A stone is thrown upward from ground level. The initial speed is 48 feet per second. How high will it go?
Without using integrals lol.

Answer 1

s = ut + 0.5at^2
48(1) + 0.5(-10)(1)
48 + 5 = 43
assuming g = -10

Answer 2

why is g= -10?

Answer 3

@miteshchvm
need to use -32.2ft/s/s because units are in feet.

Answer 4

ya -32.2
you need to use g = -32.2 as it is going against gravity

Answer 5

Kinematics . . .
\[y_{final}=y_{initial}+v_{initial}(t)-16.1(t)^2\]

Answer 6

i cant tell which is which. :(

Answer 7

*from the problem

Answer 8

If you want some practice with your calculus, take that equation and differentiate once with respect to 't' to get the velocity, and differentiate again to get acceleration.

Answer 9

"A stone is thrown upward" = initial velocity is positive. ("The initial speed is 48 feet per second.")
"from ground level." = initial height = 0.
"How high will it go?" = solve for y_final.

Answer 10

how do i find t? or is it the same as speed..?

Answer 11

There are probably some other simplifying assumptions you will need.
One: neglecting air resistance, the parabolic trajectories of objects in free-fall are symmetric, which means they take the same amount of time to go up as they do to come down.

Answer 12

@cliffsedge
what is y final?
\[y_{final}=y_{initial}+v_{initial}(t)-16.1(t)^2 \]

Answer 13

You can also differentiate the position equation to get the velocity equation and realize that at the top of the flight, velocity =0.

Answer 14

@CliffSedge i guess you have written a wrong equation.

Answer 15

That is never the wrong equation.
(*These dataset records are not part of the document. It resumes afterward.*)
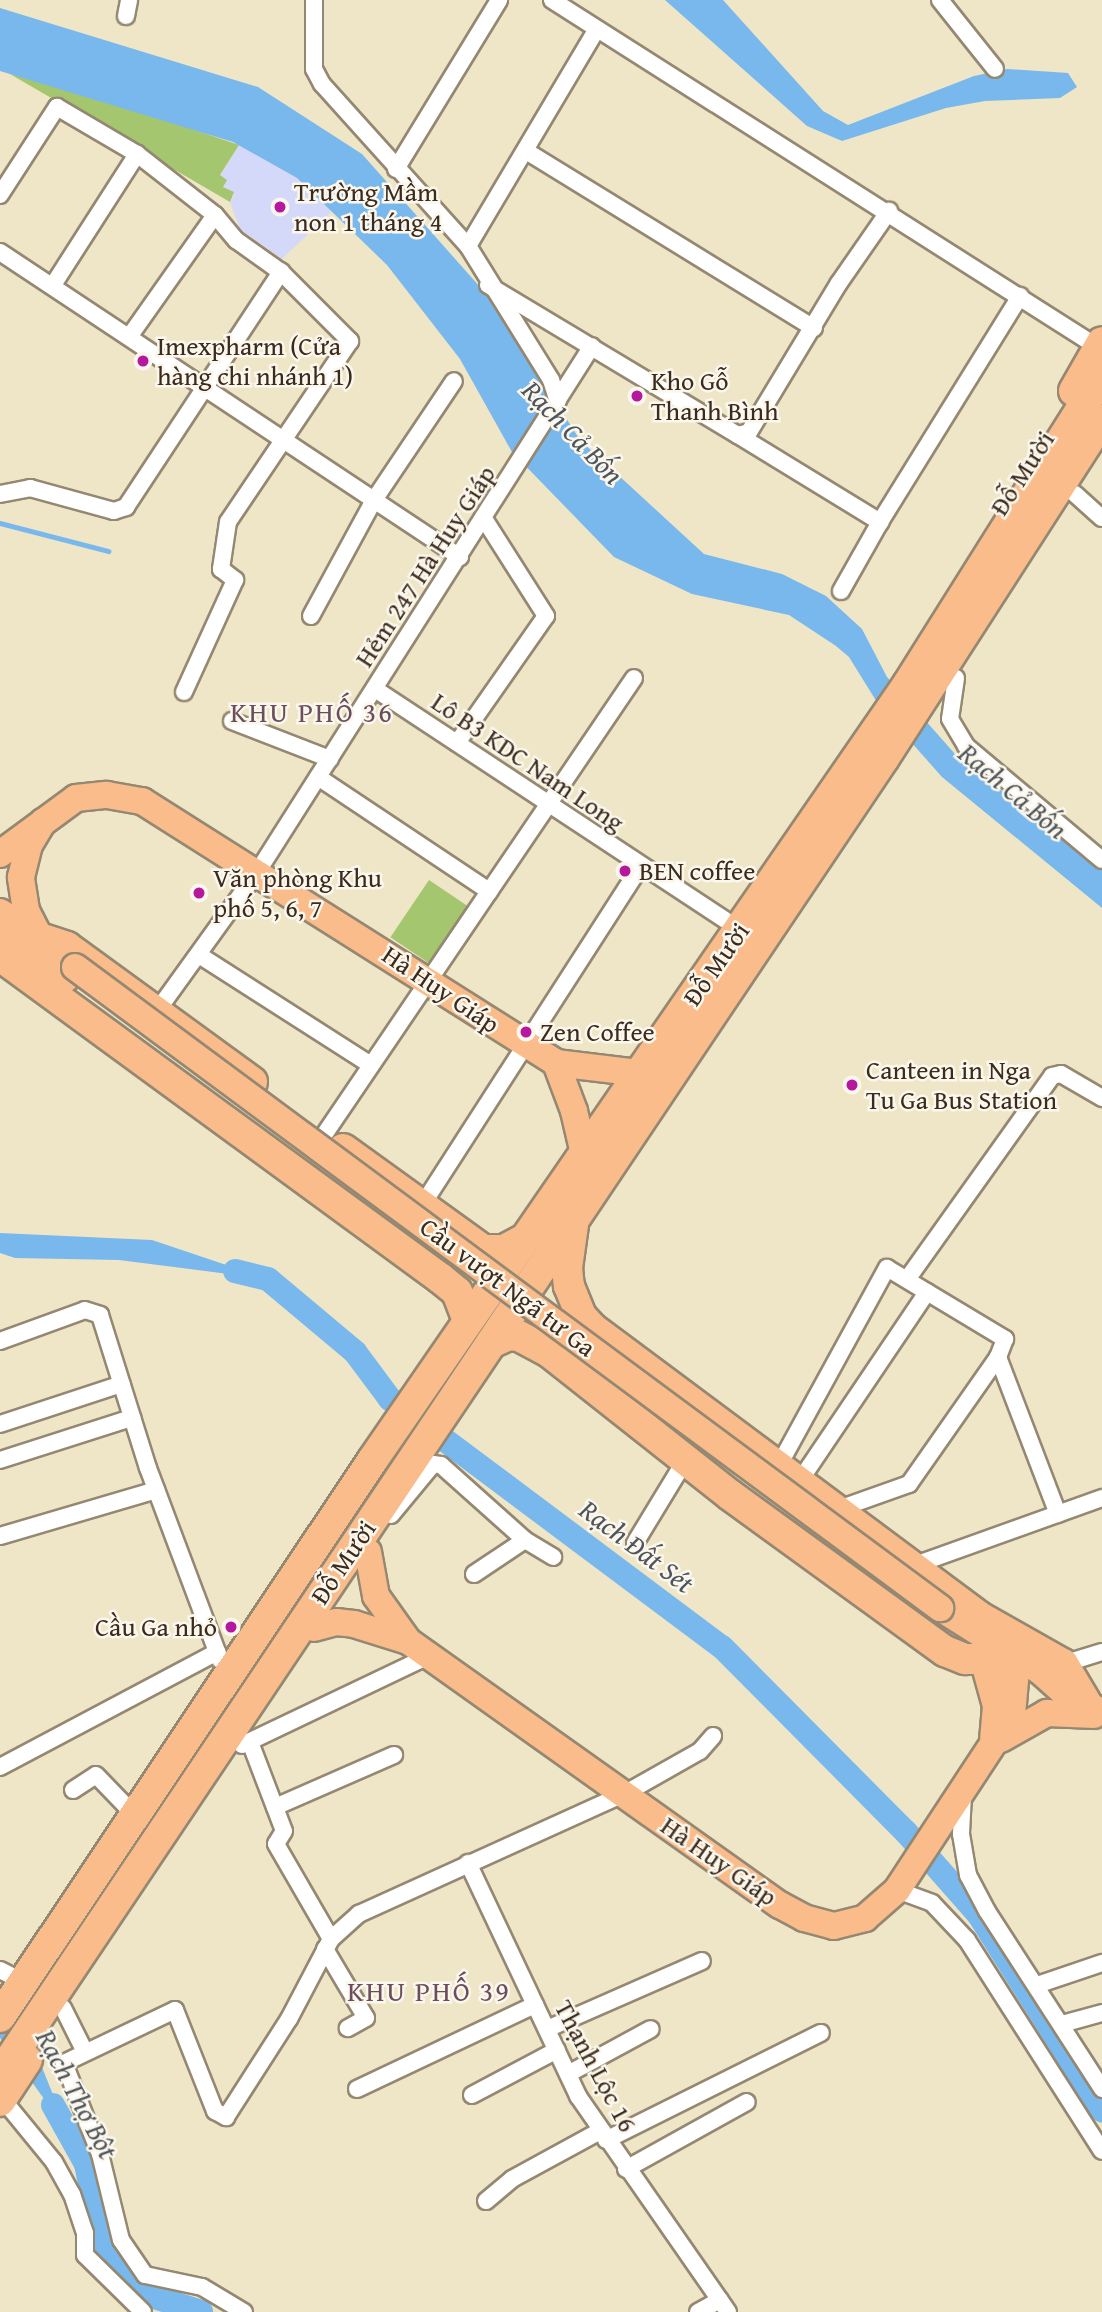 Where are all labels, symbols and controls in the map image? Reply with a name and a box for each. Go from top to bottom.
place label: Trường Mầm non 1 tháng 4 [294,176,442,238]
marker: Trường Mầm non 1 tháng 4 [272,199,288,215]
place label: Imexpharm (Cửa hàng chi nhánh 1) [157,330,353,392]
marker: Imexpharm (Cửa hàng chi nhánh 1) [135,353,151,369]
place label: Kho Gỗ Thanh Bình [651,365,779,426]
water label: Rạch Cả Bốn [515,373,631,491]
marker: Kho Gỗ Thanh Bình [629,388,645,404]
street label: Đỗ Mười [983,425,1061,521]
street label: Hẻm 247 Hà Huy Giáp [348,459,502,673]
street label: Lô B3 KDC Nam Long [426,686,630,838]
district label: KHU PHỐ 36 [231,695,393,729]
water label: Rạch Cả Bốn [952,736,1074,846]
place label: BEN coffee [639,855,755,887]
place label: Văn phòng Khu phố 5, 6, 7 [213,862,382,924]
marker: BEN coffee [617,863,633,879]
marker: Văn phòng Khu phố 5, 6, 7 [191,885,207,901]
street label: Đỗ Mười [676,916,756,1012]
street label: Hà Huy Giáp [377,939,505,1039]
place label: Zen Coffee [540,1016,655,1048]
marker: Zen Coffee [518,1024,534,1040]
place label: Canteen in Nga Tu Ga Bus Station [866,1054,1057,1116]
marker: Canteen in Nga Tu Ga Bus Station [844,1077,860,1093]
street label: Cầu vượt Ngã tư Ga [414,1211,602,1363]
water label: Rạch Đất Sét [573,1492,701,1600]
street label: Đỗ Mười [304,1514,382,1610]
place label: Cầu Ga nhỏ [95,1611,217,1643]
marker: Cầu Ga nhỏ [223,1619,239,1635]
street label: Hà Huy Giáp [655,1810,783,1912]
district label: KHU PHỐ 39 [348,1974,510,2008]
street label: Thạnh Lộc 16 [548,1995,644,2137]
water label: Rạch Thợ Bột [29,2024,125,2164] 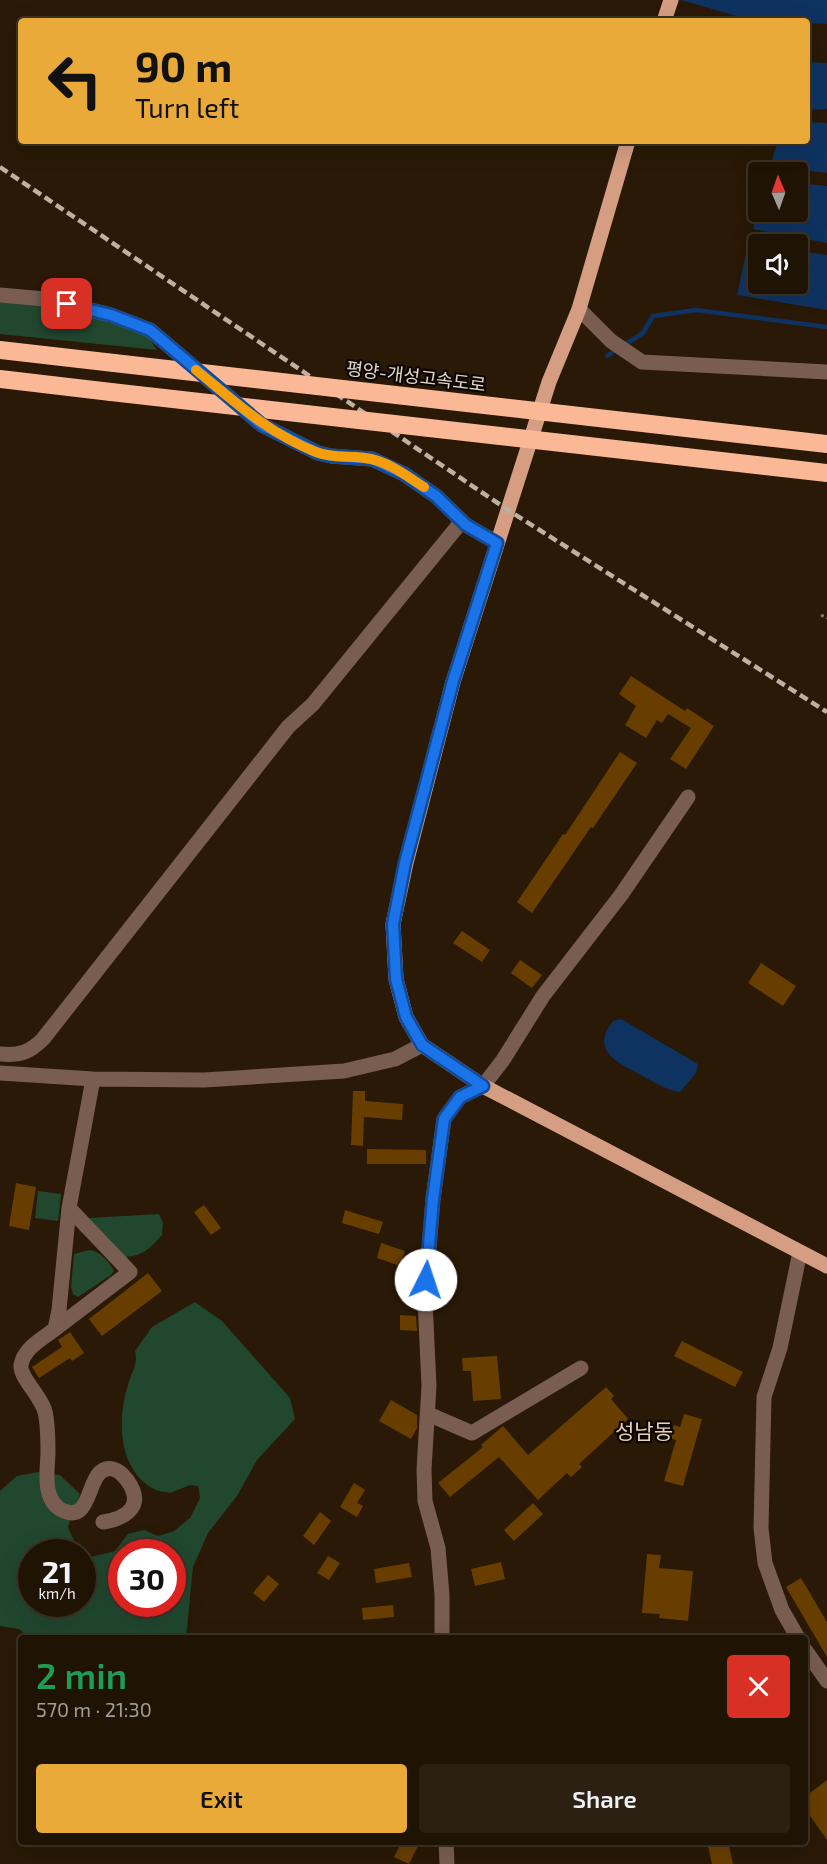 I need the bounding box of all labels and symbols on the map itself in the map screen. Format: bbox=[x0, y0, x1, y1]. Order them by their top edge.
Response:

It is the fundamental kinematics equation, all others are derived from it.
Try this: take that equation, set it equal to zero for y_final and solve for t (use quadratic formula).

Answer 16

Granted, there are short-cut equations you can use for this sort of thing, but understanding where they come from will help out in the long run.

Answer 17

When you get more experience with this sort of thing, you'll see that if you differentiate the position equation:
\[\frac{d}{dx}(\Delta y = vt+0.5at^2) \rightarrow \Delta v = at\]
It becomes the velocity equation; if you solve it for t and substitute that in to the position equation, you'll get
\[\Delta (v^2)=2a \Delta y,\]
which lets you solve things without needing to know the time variable.